Acadia National Park and Mount Desert Island have a rich legacy of science, from ancestral knowledge of the Wabanaki to work by 19th century naturalists and 20th century scientists. This history provides a valuable baseline from which to measure the effects of climate change. Landscape of Change is a collaborative project with Mount Desert Island Historical Society, College of the Atlantic, the Mount Desert Island Biological Laboratory, A Climate to Thrive, and Acadia National Park to publish and compile historic records on birds, pollinators, water temperature, sea levels, and weather, with the goal of identifying trends in the Acadia region. But more help is needed to collect new data to compare to the past. Join us!

Help us document Acadia’s #LandscapeOfChange

~ share the birds, bees, butterflies, and moths you see and hear to eBird and iNaturalist.
~ contribute photos of high tides and storms to Anecdata.

Latest activities:

With support from private donations, Schoodic Institute is leading the citizen science and data management aspects of Landscape of Change. This project is an example of how we work with the National Park Service to share information related to science in the park and stories about science past and present, as well as how we provide opportunities for people of all ages to participate in science programs in Acadia National Park and also regionally, nationally, and internationally.

More about the project

Eight members of the Champlain Society, holding objects that indicate their “scientific specialty,” sit across a waterfall near the mouth of Hadlock Brook in 1881. Photo by Marshall Slade, used courtesy of the Mount Desert Island Historical Society.

Acadia National Park has a rich legacy of scientific activity. The Mount Desert Island Historical Society cares for an important collection of historic natural history notes recorded by a group of students from Harvard known as the Champlain Society. These students spent a decade in the 1880s exploring island ecosystems and documenting their findings. The first three summer camp logs of the C.S. were published as the 2021 Chebacco, edited by Schoodic Institute science communication specialist Catherine Schmitt.

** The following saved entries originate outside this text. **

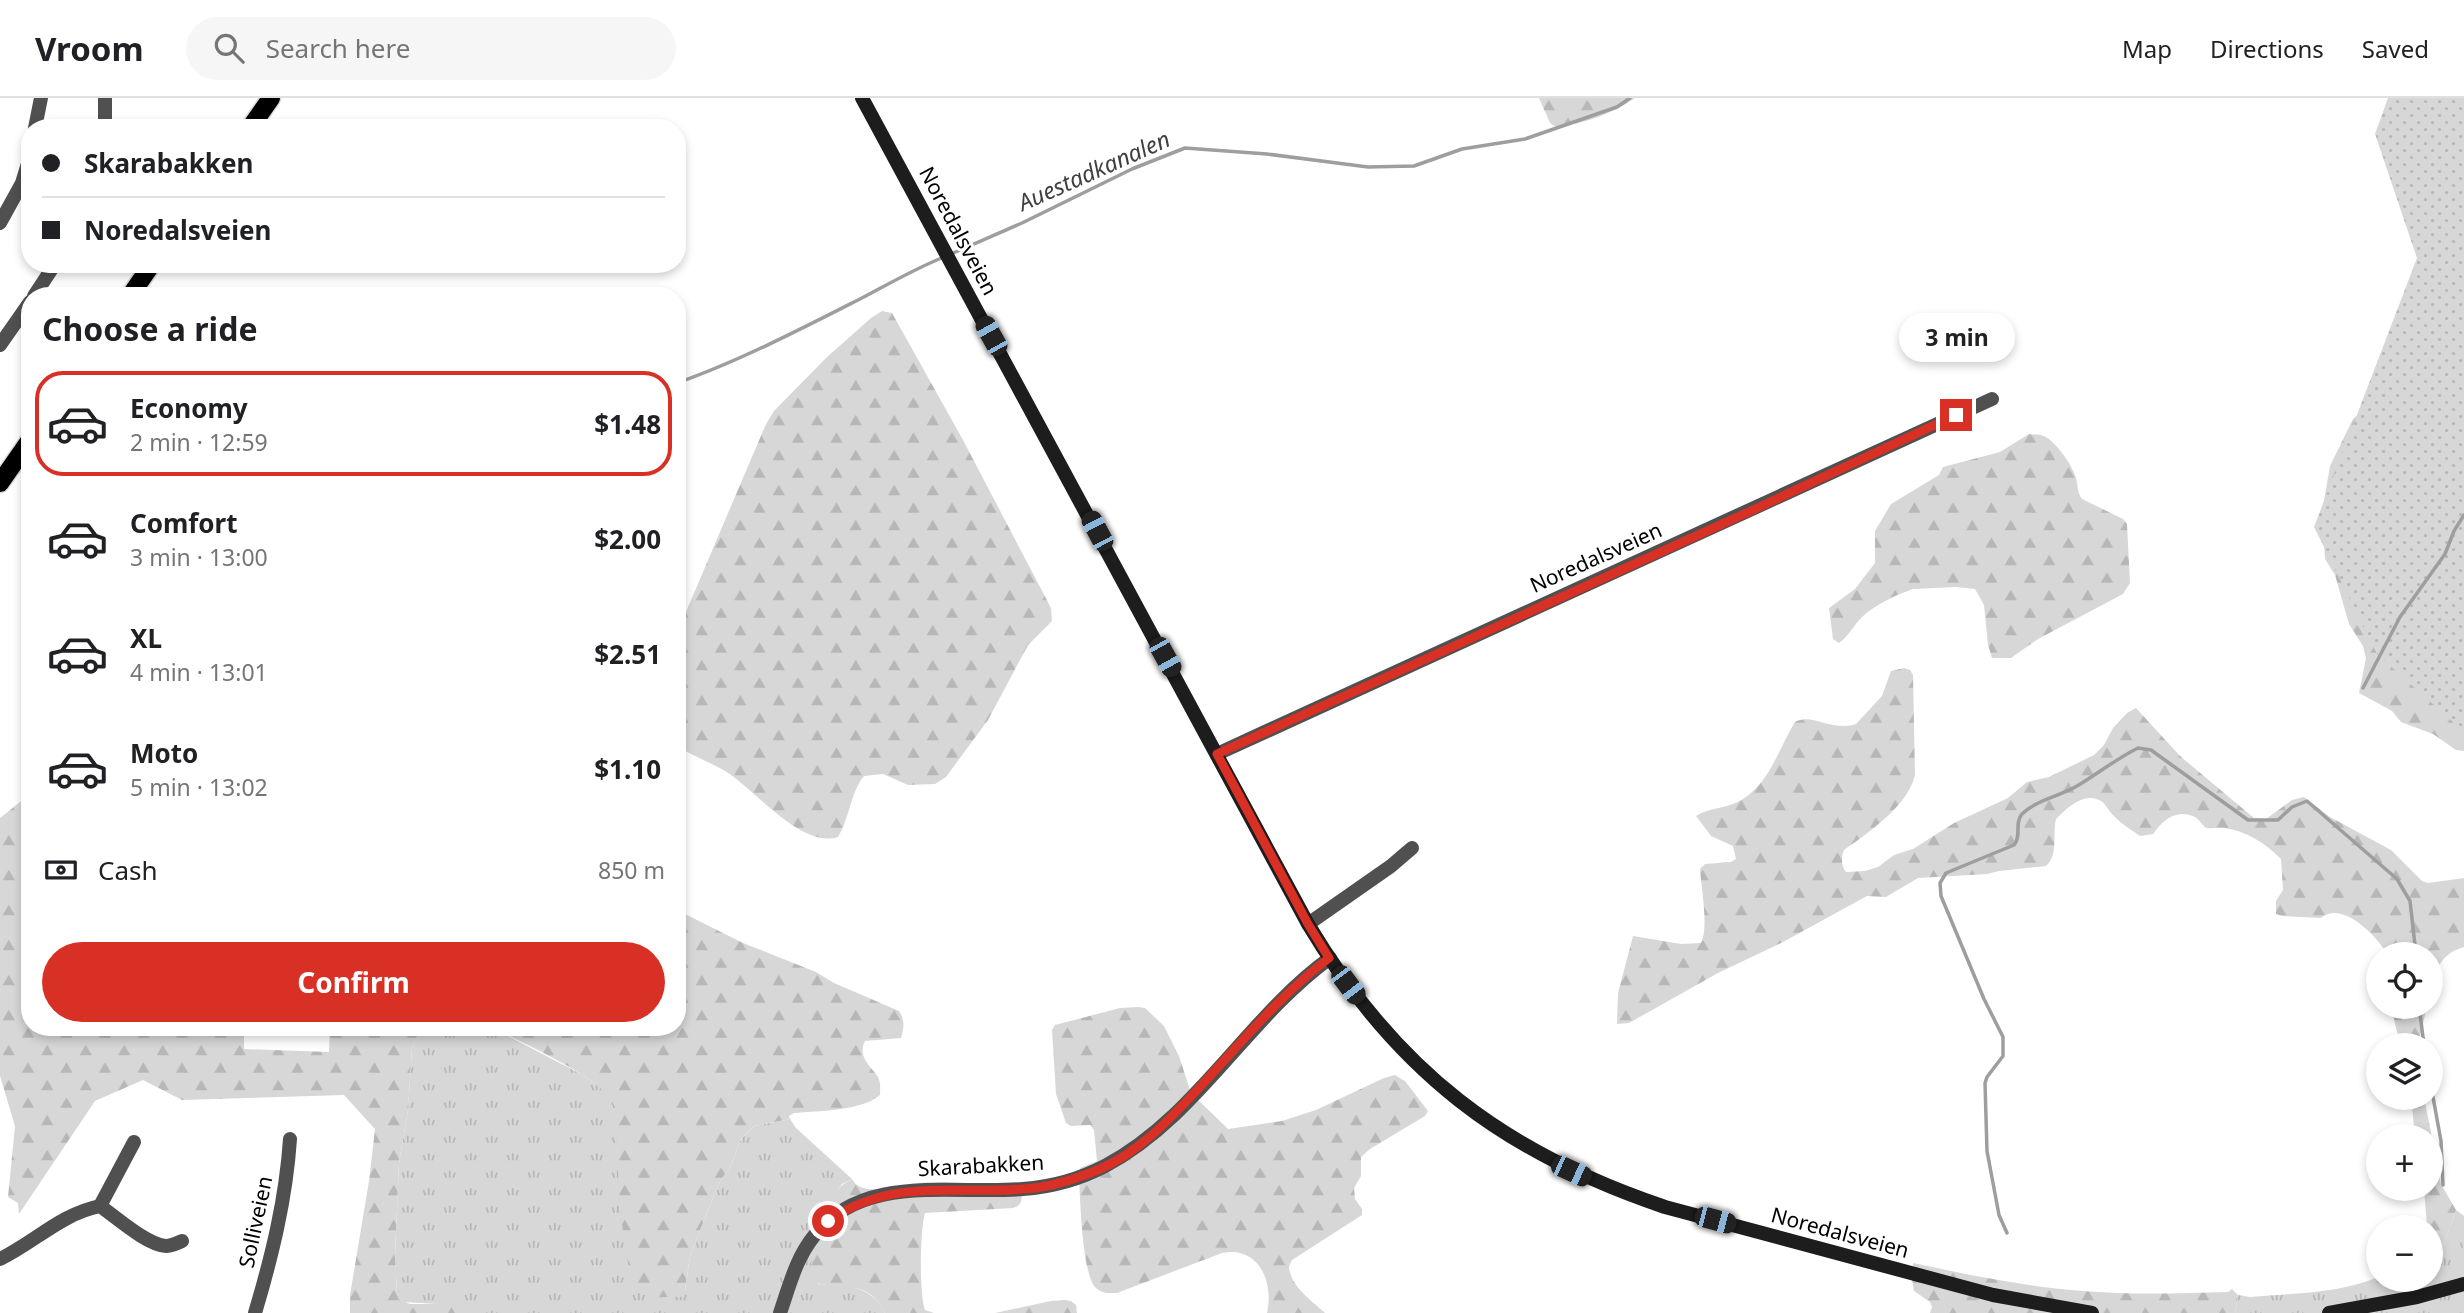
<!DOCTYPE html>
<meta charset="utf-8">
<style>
body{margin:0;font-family:"Noto Sans",sans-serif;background:#f6f6f6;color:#202124;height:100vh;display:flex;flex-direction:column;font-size:26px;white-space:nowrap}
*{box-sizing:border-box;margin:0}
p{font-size:23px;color:#757577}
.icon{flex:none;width:38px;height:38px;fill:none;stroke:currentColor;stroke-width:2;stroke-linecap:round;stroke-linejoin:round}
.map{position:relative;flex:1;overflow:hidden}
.drawer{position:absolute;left:21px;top:189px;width:665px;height:749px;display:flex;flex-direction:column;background:#fff;border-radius:28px;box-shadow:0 4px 10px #0003}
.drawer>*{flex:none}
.hud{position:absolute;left:21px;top:21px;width:665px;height:154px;border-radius:28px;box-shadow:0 4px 10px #0003;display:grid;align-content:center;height:154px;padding:0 21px;background:#fff}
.buttons{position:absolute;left:2366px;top:844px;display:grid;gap:14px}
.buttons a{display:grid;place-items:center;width:77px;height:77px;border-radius:50%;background:#fff;box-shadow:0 4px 10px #0003;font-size:35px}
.end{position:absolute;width:32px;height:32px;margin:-16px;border:9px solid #d93025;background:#fff;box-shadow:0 0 0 4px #fff}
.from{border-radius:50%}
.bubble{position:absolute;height:49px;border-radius:24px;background:#fff;box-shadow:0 4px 10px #0003;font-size:23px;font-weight:700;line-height:49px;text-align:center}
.car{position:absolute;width:21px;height:42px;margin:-21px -10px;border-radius:9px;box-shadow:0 0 5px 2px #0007;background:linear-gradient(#222 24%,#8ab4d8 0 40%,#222 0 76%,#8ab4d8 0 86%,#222 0)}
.hud b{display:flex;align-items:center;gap:24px;height:66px;font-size:26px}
.hud b+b{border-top:2px solid #e0e0e0}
.hud i{width:18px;height:18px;background:#202124}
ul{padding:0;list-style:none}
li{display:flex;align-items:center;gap:21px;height:105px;margin:0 14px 10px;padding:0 7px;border:4px solid transparent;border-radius:28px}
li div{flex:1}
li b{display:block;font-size:26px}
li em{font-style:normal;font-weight:700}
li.selected{border-color:#d93025}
li>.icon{width:63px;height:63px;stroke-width:1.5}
h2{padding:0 21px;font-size:32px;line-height:84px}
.pay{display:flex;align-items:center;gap:18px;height:77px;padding:0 21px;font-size:26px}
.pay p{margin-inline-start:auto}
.cta{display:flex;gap:14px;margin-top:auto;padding:14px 21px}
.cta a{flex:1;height:80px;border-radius:42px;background:#d93025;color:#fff;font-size:28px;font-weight:700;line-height:80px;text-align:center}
header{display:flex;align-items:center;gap:42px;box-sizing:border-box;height:98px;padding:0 35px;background:#fff;border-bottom:2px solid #e0e0e0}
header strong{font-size:33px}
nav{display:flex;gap:38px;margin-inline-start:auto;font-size:24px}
.search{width:490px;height:63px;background:#f6f6f6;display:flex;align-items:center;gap:18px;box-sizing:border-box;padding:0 24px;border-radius:38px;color:#757577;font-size:26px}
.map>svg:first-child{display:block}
.grass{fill:url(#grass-tufts)}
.forest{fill:url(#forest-firs)}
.park{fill:url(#park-dots)}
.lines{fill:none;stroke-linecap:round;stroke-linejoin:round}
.stream{stroke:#9e9e9e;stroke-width:3.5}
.primary-casing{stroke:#dbdbdb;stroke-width:21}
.minor{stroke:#505050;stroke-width:14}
.secondary{stroke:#1d1d1d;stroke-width:14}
.primary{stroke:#000;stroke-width:18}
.route{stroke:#d93025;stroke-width:9}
.labels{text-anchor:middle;stroke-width:6;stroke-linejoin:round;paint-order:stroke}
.street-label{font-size:21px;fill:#000;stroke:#fff}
.water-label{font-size:23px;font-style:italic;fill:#3f3f3f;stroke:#fff}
</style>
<header>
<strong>Vroom</strong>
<div class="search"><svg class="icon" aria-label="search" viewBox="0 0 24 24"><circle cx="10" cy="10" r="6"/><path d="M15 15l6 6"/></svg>Search here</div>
<nav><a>Map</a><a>Directions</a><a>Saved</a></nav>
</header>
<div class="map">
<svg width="2464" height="1215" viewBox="0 0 2464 1215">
<defs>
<pattern id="grass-tufts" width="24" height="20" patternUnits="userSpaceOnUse" patternTransform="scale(1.75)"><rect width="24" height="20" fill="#d7d7d7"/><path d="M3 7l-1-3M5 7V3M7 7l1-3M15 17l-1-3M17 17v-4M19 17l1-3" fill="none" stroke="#b7b7b7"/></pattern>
<pattern id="forest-firs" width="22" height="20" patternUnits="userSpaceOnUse" patternTransform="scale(1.75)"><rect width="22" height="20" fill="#d7d7d7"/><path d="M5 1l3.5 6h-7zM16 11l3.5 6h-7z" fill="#b7b7b7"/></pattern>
<pattern id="park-dots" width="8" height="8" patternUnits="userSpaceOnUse" patternTransform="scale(1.75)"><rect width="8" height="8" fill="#d7d7d7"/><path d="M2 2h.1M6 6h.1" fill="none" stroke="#b7b7b7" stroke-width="1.8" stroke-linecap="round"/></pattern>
</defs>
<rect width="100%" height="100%" fill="#fff"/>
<g class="grass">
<path d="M 421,929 L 491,929 L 581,976 L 608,995 L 615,1008 L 685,1193 L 690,1158 L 718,1087 L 731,1067 L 741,1041 L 754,1028 L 790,1021 L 796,1030 L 852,1081 L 842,1086 L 821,1111 L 818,1186 C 845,1187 872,1187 885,1215 L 469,1215 L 469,1208 L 404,1204 L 399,1201 L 397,1195 L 395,1157 L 399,1065 L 408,1012 L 412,950 Z"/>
<path d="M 2456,1112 L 2464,1118 L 2464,1215 L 2235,1215 L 2238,1197 L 2250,1199 C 2292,1195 2339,1196 2378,1179 L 2378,1181 L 2431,1181 L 2431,1151 L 2444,1146 Z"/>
</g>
<g class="forest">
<path d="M 1539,0 L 1635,0 C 1609,17 1586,25 1556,29 L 1550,25 Z"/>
<path d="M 882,213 L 892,215 L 963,342 L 1051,510 L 1052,523 L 1028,547 L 988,622 L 946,679 L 935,686 L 908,687 L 883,676 L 864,678 C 850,695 850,720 838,739 C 801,751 755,691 725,673 C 710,664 692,658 677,648 L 677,535 L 766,326 L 774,313 L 826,260 L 871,220 Z"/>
<path d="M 2357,318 L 2464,453 L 2464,653 L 2456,652 L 2433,636 L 2401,624 L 2392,613 L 2359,595 L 2366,560 L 2363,548 L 2349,526 L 2335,477 L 2325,461 L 2322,414 L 2330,368 L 2353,321 Z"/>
<path d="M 2029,336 C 2033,337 2037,336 2041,337 C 2055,341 2072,367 2076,380 C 2078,388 2077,394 2082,401 L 2123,421 L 2127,426 L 2130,485 L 2123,496 L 2038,541 L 2011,560 L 1992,560 L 1988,547 L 1984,507 L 1975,491 L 1956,489 L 1913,491 C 1896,497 1876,506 1862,519 C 1854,527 1848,539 1839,545 L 1833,541 L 1829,510 L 1855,491 L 1875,465 L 1875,433 L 1891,406 L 1939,377 L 1943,369 L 2000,354 Z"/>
<path d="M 1904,570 L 1910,572 L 1913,577 L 1915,677 C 1907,709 1869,734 1844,752 C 1841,759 1841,768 1846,774 L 1865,773 L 1878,769 L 1894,757 L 1913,751 L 1954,725 L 2008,700 L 2027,684 L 2049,679 L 2094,657 L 2104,647 L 2113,630 L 2127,615 L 2136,610 L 2180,658 L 2254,720 L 2266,721 L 2292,702 L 2304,699 L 2330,719 L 2391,752 L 2422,783 L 2428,785 L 2464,780 L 2464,849 C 2442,855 2436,870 2431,891 L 2431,856 L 2387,856 C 2377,838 2342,802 2321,820 L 2282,818 L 2276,816 L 2276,803 L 2283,792 L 2281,761 C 2265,745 2247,733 2224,730 C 2219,729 2211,731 2207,730 C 2203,729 2199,721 2195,719 C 2176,710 2163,722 2153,736 L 2140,738 C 2132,732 2121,726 2114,718 C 2108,713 2106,705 2099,702 C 2083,694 2066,711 2056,721 C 2052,737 2059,756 2046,768 L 1999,773 L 1987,776 L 1918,780 L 1886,799 L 1867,798 L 1783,844 L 1718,875 L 1629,925 L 1617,926 L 1618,895 L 1633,838 L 1681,846 L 1701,845 C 1709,829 1701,789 1700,771 L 1705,766 L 1731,764 L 1736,761 L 1733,748 L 1711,738 L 1696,718 C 1710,709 1728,711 1743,701 C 1770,684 1779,650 1795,624 C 1811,614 1832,634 1856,626 L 1882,598 L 1891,573 Z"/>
<path d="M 30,696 L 30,929 L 244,929 L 244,951 L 329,954 L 330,929 L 421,929 L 412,950 L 408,1012 L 399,1065 L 395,1157 L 397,1195 L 399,1201 L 410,1206 L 462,1206 L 469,1208 L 469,1215 L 350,1215 L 350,1197 L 369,1083 L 375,1031 L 344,997 L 182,1002 L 143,982 L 95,1003 L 19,1116 L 18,1105 L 8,1099 L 15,1028 L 0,978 L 0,720 Z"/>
<path d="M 677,812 L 743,845 L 816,874 L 834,885 L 899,913 C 905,921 904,931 901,940 L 865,943 C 857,959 870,967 878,979 C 881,985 880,991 880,997 C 862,1013 817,1013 794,1015 L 789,1018 L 790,1021 L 754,1028 L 741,1041 L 731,1067 L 718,1087 L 690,1158 L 684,1199 C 672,1198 651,1202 641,1195 C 619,1180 617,1038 615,1008 C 603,979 521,945 492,929 L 677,929 Z"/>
<path d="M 2391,908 L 2427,908 L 2418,947 L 2400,947 Z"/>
<path d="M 1138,909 L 1145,910 L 1164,928 L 1179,958 L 1191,995 L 1228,1031 L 1282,1023 L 1316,1012 L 1384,980 L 1395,977 L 1405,983 L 1428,1013 L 1425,1018 L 1370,1051 L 1361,1059 L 1361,1078 L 1354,1090 L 1355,1101 L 1362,1111 L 1362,1117 L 1292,1162 L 1289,1168 C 1289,1187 1312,1203 1325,1215 L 1267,1215 C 1274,1184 1259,1148 1222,1155 L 1117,1195 C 1109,1195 1103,1196 1096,1190 C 1082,1178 1080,1098 1079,1077 L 1080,1070 L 1097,1063 L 1094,1032 L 1090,1027 L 1071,1028 L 1066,1025 L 1056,996 L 1052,932 L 1055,927 L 1120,910 Z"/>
<path d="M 2411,999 L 2424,999 L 2441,1086 L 2456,1112 L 2444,1146 L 2431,1151 L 2431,1129 L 2427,1129 L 2424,1090 L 2431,1090 L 2431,1038 L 2415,1038 Z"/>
<path d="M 852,1081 C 856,1088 861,1090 869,1091 C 885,1093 902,1086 918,1085 C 953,1082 987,1087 1021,1092 C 1022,1101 1023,1107 1013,1110 L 925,1115 C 920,1131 919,1196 925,1212 L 934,1215 L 885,1215 C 867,1178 840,1195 812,1183 C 808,1148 818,1097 852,1081 Z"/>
<path d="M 1913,1165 C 1974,1178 2036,1191 2099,1194 C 2142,1197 2185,1195 2228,1194 L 2232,1191 L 2238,1197 L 2235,1215 L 1930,1215 L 1932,1209 L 1930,1204 L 1914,1193 L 1912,1181 Z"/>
<path d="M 1065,1202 L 1071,1203 L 1076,1207 L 1077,1215 L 995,1215 L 1051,1203 Z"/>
</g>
<path class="park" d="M 2388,0 L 2464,0 L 2464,634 L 2377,556 L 2314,429 L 2417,160 L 2375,36 Z"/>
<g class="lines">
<g class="stream">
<path d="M 951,156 L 1022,125 L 1132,71 L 1185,50 L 1267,56 L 1368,69 L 1414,68 L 1462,51 L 1525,41 L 1617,9 L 1630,0"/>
<path d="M 677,285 C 737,264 801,231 858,202 C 887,187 914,171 944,159"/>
<path d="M 2363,590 L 2400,519 L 2445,456 L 2454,433 L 2464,417"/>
<path d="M 2419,908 L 2424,947"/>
<path d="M 2431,988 L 2441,1043 L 2443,1087"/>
<path d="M 2007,1135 L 1999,1117 L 1987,1053 L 1985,985 L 1987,979 L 2003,958 L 2003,939 L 1984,901 L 1941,798 L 1940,785 L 1946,775 L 2014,747 C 2022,738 2014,725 2022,716 C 2036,702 2060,698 2077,688 C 2097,676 2116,661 2138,650 L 2151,652 L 2248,722 L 2278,722 L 2292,709 L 2307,703 L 2397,781 L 2410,803 L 2416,856"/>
</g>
<defs>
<g id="primary">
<path d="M 250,30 L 271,0"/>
<path d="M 130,198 L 152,166"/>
<path d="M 0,385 L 30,342"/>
</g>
</defs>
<use href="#primary" class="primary-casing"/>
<g class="minor">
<path d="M 105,0 L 105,30"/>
<path d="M 35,30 L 41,0"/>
<path d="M 0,125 L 22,85 L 30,59"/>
<path d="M 34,198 L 55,166"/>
<path d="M 0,247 L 30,204"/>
<path d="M 1217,656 L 1992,301"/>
<path d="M 1308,826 L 1391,768 L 1412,750"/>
<path d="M 100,1108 L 134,1044"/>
<path d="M 0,1161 C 35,1144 61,1116 100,1108 C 116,1119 147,1147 166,1148 C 171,1148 177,1145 182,1143"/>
<path d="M 255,1215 C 272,1158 286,1101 290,1041"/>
<path d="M 780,1215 C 789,1189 796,1160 814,1138 C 863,1074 954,1097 1023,1091 C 1051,1089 1080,1081 1105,1068 C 1196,1020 1247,920 1330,860"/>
</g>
<g class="secondary">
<path d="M 862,0 L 1308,826 C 1396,973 1504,1055 1665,1109 L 1993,1197 L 2092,1215"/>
<path d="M 2329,1215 L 2417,1199 L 2464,1186"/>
</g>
<use href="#primary" class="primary"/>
</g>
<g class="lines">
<path class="route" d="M 828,1123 C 891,1079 952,1097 1023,1091 C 1049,1090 1076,1081 1100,1071 C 1139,1054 1169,1022 1198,991 C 1240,946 1280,897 1329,860 L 1308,826 L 1217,656 L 1753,412 L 1956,317"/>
</g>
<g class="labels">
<g class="street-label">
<text transform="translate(958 133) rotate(62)" y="7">Noredalsveien</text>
<text transform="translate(1596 460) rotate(-24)" y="7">Noredalsveien</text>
<text transform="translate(981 1068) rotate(-3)" y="7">Skarabakken</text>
<text transform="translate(256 1124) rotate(-78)" y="7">Solliveien</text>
<text transform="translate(1840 1135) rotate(15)" y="7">Noredalsveien</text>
</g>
<g class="water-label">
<text transform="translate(1094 73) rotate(-24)" y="8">Auestadkanalen</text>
</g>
</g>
</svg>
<div class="buttons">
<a><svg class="icon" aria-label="locate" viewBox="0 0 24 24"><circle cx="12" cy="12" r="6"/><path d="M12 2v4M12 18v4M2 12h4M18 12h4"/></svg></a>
<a><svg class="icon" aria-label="layers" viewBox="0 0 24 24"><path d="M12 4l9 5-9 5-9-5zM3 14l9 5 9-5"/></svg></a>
<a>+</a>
<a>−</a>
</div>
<i class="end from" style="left:828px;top:1123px"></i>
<i class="end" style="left:1956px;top:317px"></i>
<div class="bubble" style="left:1899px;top:215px;width:116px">3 min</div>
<i class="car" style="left:991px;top:238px;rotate:331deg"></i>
<i class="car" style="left:1097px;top:433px;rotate:332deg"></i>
<i class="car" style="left:1165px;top:559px;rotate:151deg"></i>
<i class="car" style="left:1348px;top:887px;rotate:143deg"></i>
<i class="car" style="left:1571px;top:1073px;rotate:115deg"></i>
<i class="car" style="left:1715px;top:1122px;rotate:105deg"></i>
<div class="hud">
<b><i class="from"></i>Skarabakken</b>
<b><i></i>Noredalsveien</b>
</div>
<section class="drawer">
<h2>Choose a ride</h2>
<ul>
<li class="selected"><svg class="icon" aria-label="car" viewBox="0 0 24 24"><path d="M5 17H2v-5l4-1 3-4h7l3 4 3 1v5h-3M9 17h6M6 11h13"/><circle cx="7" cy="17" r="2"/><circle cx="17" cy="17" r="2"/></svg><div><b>Economy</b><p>2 min · 12:59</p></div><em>$1.48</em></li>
<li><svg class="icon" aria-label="car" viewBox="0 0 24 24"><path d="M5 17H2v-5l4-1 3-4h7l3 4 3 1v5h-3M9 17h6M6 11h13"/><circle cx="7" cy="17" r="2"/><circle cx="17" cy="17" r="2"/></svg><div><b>Comfort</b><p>3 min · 13:00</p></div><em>$2.00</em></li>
<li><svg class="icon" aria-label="car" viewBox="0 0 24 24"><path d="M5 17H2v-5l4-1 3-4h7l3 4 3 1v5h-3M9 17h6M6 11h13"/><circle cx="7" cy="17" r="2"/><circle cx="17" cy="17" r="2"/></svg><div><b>XL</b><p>4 min · 13:01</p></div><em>$2.51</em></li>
<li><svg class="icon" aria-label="car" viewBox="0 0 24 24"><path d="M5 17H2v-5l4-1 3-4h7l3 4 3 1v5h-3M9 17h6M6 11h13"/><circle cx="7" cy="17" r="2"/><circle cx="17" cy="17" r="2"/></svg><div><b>Moto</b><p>5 min · 13:02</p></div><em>$1.10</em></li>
</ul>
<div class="pay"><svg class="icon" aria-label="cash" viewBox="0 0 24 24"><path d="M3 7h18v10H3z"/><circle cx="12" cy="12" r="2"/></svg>Cash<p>850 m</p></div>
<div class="cta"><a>Confirm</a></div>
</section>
</div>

With a goal to use Champlain Society notes and other historical data as a baseline from which to measure changes seen today, in 2021 we created a story map representing 140 years of data related to these topics, including observations of birds, bees, butterflies, and moths made by members of the Champlain Society in the 1880s and William Procter and other scientists in the early 1900s. Insects are a big category, so this study is focused on pollinators (bees, butterflies, moths) with a plan to expand into other species and datasets as time allows.